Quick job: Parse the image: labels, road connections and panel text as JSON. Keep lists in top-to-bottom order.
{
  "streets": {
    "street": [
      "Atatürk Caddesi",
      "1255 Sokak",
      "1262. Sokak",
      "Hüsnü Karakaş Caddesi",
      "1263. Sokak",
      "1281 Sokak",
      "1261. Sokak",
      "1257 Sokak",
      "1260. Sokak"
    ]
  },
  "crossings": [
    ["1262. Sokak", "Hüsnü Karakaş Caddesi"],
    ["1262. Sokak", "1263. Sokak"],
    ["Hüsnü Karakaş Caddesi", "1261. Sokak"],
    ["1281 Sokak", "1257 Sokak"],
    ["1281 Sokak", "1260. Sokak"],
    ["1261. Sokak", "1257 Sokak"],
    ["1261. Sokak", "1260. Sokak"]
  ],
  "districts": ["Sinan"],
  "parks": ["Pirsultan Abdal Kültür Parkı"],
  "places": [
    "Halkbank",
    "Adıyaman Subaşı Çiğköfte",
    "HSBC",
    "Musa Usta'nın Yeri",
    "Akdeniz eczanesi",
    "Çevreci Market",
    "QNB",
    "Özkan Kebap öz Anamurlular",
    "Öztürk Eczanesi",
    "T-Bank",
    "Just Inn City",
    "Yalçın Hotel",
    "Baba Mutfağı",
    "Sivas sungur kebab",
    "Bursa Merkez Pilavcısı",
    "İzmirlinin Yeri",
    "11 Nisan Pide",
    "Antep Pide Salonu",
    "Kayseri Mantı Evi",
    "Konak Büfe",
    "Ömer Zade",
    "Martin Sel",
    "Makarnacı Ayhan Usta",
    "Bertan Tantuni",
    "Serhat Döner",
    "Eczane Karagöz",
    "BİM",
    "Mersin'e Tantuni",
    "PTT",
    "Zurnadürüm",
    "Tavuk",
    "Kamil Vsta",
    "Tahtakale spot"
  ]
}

⁂

In the data above, find each line where the string "Usta" appears, then copy it.

→ **RESPONSE**:
    "Musa Usta'nın Yeri",
    "Makarnacı Ayhan Usta",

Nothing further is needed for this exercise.